The following workflows are shipped with FIM 2010 and should not be deleted:

  • Expiration Workflow

  • Filter Validation Workflow for Administrators

  • Filter Validation Workflow for Non-Administrators

  • Group Expiration Notification Workflow

  • Group Validation Workflow

  • Owner Approval Workflow

  • Password Reset Action Workflow

  • Password Reset AuthN Workflow

  • Requestor Validation With Owner Authorization

  • Requestor Validation Without Owner Authorization

  • System Workflow Required for Registration

Do not run two or more ApprovalActivities in parallel

You should not run two or more ApprovalActivities in parallel. Doing so may cause the request to get stuck in the authorizing phase. For multiple approvals, either include a larger list of approvers in the approval or sequence the two activities back-to-back.

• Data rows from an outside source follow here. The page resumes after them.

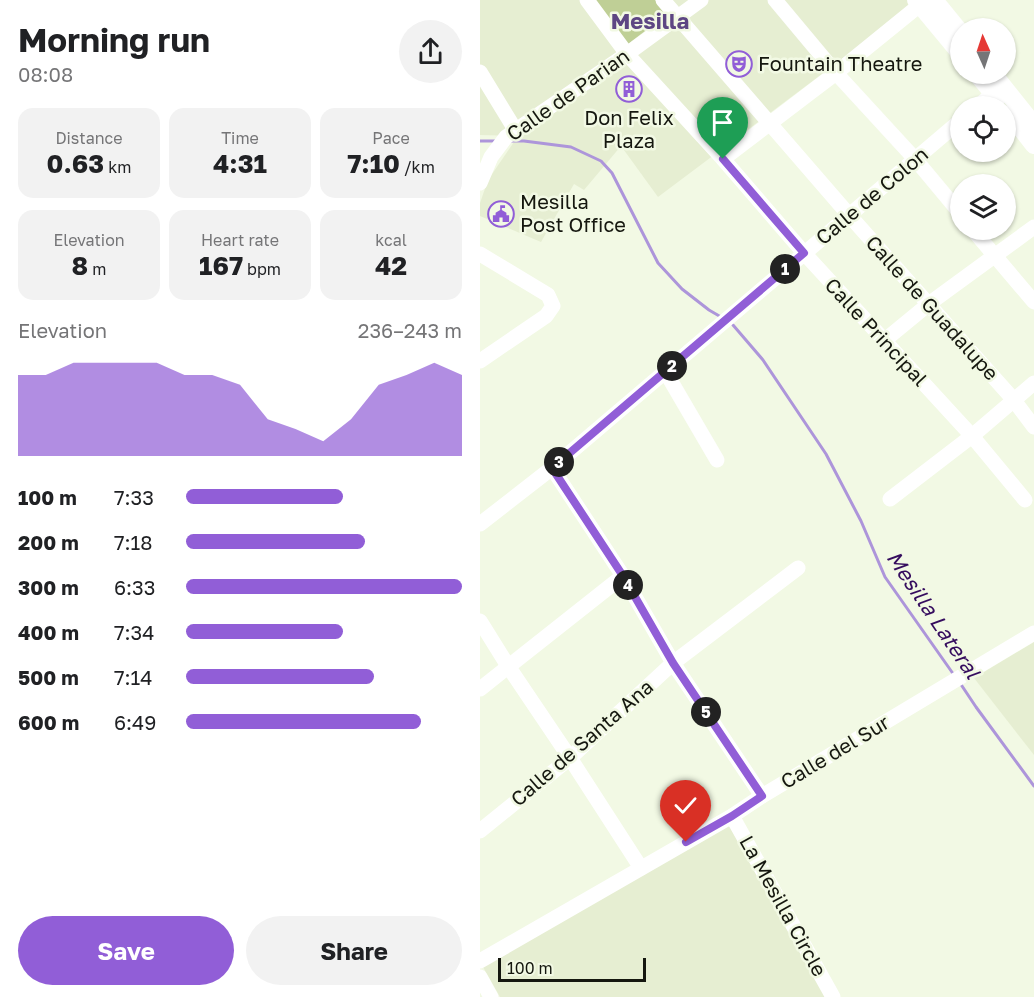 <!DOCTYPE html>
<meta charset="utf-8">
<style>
:root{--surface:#fff;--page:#f2f2f2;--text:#202124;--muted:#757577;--accent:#915ed7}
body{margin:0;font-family:"Golos Text",sans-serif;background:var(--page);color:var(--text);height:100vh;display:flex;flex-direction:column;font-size:22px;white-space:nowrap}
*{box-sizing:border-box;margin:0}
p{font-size:20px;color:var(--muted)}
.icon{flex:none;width:33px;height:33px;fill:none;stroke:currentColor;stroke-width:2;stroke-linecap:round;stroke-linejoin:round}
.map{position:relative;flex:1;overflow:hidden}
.sheet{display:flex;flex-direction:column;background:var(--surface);width:480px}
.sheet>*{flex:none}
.needle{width:39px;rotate:357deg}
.controls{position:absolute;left:470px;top:18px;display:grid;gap:12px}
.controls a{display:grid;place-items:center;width:66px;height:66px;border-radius:50%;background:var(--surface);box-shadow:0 2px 4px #0004;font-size:30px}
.scale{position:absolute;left:18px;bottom:15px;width:148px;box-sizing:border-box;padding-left:6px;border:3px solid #15170f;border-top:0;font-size:16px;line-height:21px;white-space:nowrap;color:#15170f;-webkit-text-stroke:4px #f2f9e4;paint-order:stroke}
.pin{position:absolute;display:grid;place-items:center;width:51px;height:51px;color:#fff;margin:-62px -26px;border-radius:50% 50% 50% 0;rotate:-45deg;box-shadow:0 0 6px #0007}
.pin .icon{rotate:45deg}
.km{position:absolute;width:30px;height:30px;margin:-15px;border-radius:50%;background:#222;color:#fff;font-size:16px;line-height:30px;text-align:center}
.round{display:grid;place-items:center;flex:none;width:63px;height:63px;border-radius:32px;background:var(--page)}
.head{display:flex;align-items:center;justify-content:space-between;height:102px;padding:0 18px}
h1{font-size:33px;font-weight:700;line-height:45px}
.figures{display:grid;grid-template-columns:repeat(3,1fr);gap:9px;height:102px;padding:6px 18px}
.figures div{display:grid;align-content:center;border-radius:15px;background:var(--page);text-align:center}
.figures b{font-size:26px;font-weight:700}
.figures small{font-size:16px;font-weight:400}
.figures p{font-size:16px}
.chart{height:168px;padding:12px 18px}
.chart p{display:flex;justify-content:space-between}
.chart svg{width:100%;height:108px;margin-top:6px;fill:var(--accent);opacity:.7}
.cta{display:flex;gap:12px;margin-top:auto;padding:12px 18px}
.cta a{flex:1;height:69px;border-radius:36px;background:var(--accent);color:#fff;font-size:24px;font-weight:700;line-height:69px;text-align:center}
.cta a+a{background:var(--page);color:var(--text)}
ul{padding:0 18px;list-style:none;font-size:20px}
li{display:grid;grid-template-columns:96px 72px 1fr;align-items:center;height:45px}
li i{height:15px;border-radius:8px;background:var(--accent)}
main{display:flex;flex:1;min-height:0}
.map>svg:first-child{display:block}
</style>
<main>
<section class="sheet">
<div class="head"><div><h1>Morning run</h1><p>08:08</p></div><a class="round"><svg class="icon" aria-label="share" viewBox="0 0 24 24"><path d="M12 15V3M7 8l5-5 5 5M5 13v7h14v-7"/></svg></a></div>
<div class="figures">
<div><p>Distance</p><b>0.63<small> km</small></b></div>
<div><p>Time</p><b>4:31</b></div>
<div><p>Pace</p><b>7:10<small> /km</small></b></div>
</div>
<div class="figures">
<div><p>Elevation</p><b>8<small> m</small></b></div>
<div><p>Heart rate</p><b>167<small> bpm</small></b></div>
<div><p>kcal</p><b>42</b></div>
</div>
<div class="chart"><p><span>Elevation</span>236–243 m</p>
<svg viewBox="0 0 160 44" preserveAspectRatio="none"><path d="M0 44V11L10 11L20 6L30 6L40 6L50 6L60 11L70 11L80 15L90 29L100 33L110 38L120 29L130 15L140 11L150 6L160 11V44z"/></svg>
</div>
<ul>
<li><b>100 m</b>7:33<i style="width:57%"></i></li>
<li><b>200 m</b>7:18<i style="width:65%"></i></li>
<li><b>300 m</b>6:33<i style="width:100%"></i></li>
<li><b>400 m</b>7:34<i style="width:57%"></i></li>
<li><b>500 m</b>7:14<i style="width:68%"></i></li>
<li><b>600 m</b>6:49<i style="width:85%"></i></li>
</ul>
<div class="cta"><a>Save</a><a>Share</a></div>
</section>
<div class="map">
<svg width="554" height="997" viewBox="0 0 554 997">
<rect width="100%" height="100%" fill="#f2f9e4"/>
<g fill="#e6eed2">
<polygon points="0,0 432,0 435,4 178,197 141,146 104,190 94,184 61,242 0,216 0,203 8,180 38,136 0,135"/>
<polygon points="554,642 554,755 494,678"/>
<polygon points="248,824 351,997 20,997 3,967"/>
</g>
<polygon fill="#bfcf96" points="114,0 175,0 187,14 148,44"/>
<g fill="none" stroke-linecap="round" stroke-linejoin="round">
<g stroke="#ad95da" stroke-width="3">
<polyline points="0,141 16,141"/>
<polyline points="32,141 44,141 91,147 121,161 132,173 178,263 202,289 229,310 241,317"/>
<polyline points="253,325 283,360 346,454 381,521 405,577 474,675"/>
<polyline points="480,683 496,707 554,786"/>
</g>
<g stroke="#fff" stroke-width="15">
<polyline points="107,0 147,54 243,159 324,253 492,436 545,500"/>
<polyline points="183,0 369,215 533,399 554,427"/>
<polyline points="295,0 356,73 435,159 480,213"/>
<polyline points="0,72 36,131"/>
<polyline points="498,106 521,87"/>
<polyline points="243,159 356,73 446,0"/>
<polyline points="0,183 11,157 26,137 147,54 221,0"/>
<polyline points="493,230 554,302"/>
<polyline points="0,254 68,295 73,306 66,316 0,361"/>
<polyline points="405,340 450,303 554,227"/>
<polyline points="185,371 237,460"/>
<polyline points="72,468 143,576 193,663 282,796"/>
<polyline points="410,499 492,436 554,383"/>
<polyline points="0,524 72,468 480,121"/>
<polyline points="0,621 28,666 90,758 161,868"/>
<polyline points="0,689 143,576"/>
<polyline points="252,816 353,997"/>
<polyline points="0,831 90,758 193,663 318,568"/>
<polyline points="0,961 252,816 282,796 554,633"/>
<polyline points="0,977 11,997"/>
</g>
<g stroke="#fff" stroke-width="18">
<polyline points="436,0 480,53"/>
<polyline points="454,0 480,32"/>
<polyline points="497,74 517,98"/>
<polyline points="513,74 554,125"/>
<polyline points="530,114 554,145"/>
</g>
</g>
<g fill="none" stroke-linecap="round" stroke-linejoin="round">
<g stroke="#fff" stroke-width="12">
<polyline id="route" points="206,842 252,816 282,796 193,663 143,576 72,468 324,253 243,159"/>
</g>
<use href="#route" stroke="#915ed7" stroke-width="8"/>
</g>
<defs>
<g id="theatre-ring" transform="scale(1.35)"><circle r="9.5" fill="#f2f9e4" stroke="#915ed7" stroke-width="1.5"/><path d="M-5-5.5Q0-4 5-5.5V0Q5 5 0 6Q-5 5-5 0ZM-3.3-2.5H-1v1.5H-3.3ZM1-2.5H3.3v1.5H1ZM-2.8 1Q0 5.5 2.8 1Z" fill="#915ed7"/></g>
<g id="building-ring" transform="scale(1.35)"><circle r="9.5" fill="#f2f9e4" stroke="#915ed7" stroke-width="1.5"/><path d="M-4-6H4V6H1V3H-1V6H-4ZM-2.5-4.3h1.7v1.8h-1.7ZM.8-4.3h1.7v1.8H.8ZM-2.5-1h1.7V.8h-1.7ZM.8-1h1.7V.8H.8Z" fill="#915ed7"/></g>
<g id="civic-ring" transform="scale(1.35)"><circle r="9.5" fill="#f2f9e4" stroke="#915ed7" stroke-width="1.5"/><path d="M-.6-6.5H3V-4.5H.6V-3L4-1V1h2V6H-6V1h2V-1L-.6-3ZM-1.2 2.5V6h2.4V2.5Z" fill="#915ed7"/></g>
</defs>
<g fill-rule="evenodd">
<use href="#theatre-ring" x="259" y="64"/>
<use href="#building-ring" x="149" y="89"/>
<use href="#civic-ring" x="21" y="214"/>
</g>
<g text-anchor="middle" stroke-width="5" stroke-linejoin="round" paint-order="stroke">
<g font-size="20" fill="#15170f" stroke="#f2f9e4" text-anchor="start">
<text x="278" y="71">Fountain Theatre</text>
<text x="149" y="125" text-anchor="middle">Don Felix<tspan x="149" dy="23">Plaza</tspan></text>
<text x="40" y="209">Mesilla<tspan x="40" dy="23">Post Office</tspan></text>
</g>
<g font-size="20" fill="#15170f" stroke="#f2f9e4">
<text transform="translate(88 95) rotate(-35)" y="7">Calle de Parian</text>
<text transform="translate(392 196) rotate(-40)" y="7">Calle de Colon</text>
<text transform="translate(452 308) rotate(48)" y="7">Calle de Guadalupe</text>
<text transform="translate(396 332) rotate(47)" y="7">Calle Principal</text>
<text transform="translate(102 743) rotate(-41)" y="7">Calle de Santa Ana</text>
<text transform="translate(355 752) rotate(-31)" y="7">Calle del Sur</text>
<text transform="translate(303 906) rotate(61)" y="7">La Mesilla Circle</text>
</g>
<g font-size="21" font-style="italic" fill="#350c5e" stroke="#f2f9e4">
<text transform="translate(453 615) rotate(56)" y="7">Mesilla Lateral</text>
</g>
<g font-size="22" font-weight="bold" fill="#5d4683" stroke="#f2f9e4">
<text x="170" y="29">Mesilla</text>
</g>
</g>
</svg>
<div class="controls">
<a><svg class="needle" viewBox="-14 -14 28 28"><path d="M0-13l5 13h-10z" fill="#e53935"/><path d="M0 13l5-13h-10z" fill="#757577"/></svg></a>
<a><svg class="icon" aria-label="locate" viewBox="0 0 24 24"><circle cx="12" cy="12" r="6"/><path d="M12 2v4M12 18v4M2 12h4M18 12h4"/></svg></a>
<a><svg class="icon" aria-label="layers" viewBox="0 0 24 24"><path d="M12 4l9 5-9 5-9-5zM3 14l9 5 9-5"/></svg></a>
</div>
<div class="scale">100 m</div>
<div class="pin" style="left:243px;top:159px;background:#1e9e55"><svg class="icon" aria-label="arrive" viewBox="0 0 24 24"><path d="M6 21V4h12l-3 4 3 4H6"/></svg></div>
<div class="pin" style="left:206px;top:842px;background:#d93025"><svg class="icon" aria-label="check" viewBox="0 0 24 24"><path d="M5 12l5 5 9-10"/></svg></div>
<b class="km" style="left:305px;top:269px">1</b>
<b class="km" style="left:192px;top:366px">2</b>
<b class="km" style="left:79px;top:462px">3</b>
<b class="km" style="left:148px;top:585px">4</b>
<b class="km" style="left:226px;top:712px">5</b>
</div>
</main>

Authorization activities should not modify FIM resources data

Avoid using activities that modify the FIM resources, such as the Function Evaluator Activity, as part of the workflows in authorization workflows. Because the request has not been committed while in the authorization point of processing, any modifications performed to the identity information can be applied despite the request being possibly rejected.

Understanding FIM Service Partitions

The objective of FIM is to process requests that can be initiated by various FIM clients such as the FIM synchronization service and the self-service components according to your configured business policies. By design, each FIM service instance belongs to a logical group that consists of one or more FIM service instances, which is also known as FIM service partition. If you have only one FIM service instance deployed to handle the all requests, it is possible that you experience processing latencies. Some operations can even exceed the default timeout values that are appropriate for self-service operations. FIM service partitions can help you to address this issue. For additional information see Understanding FIM Service Partitions.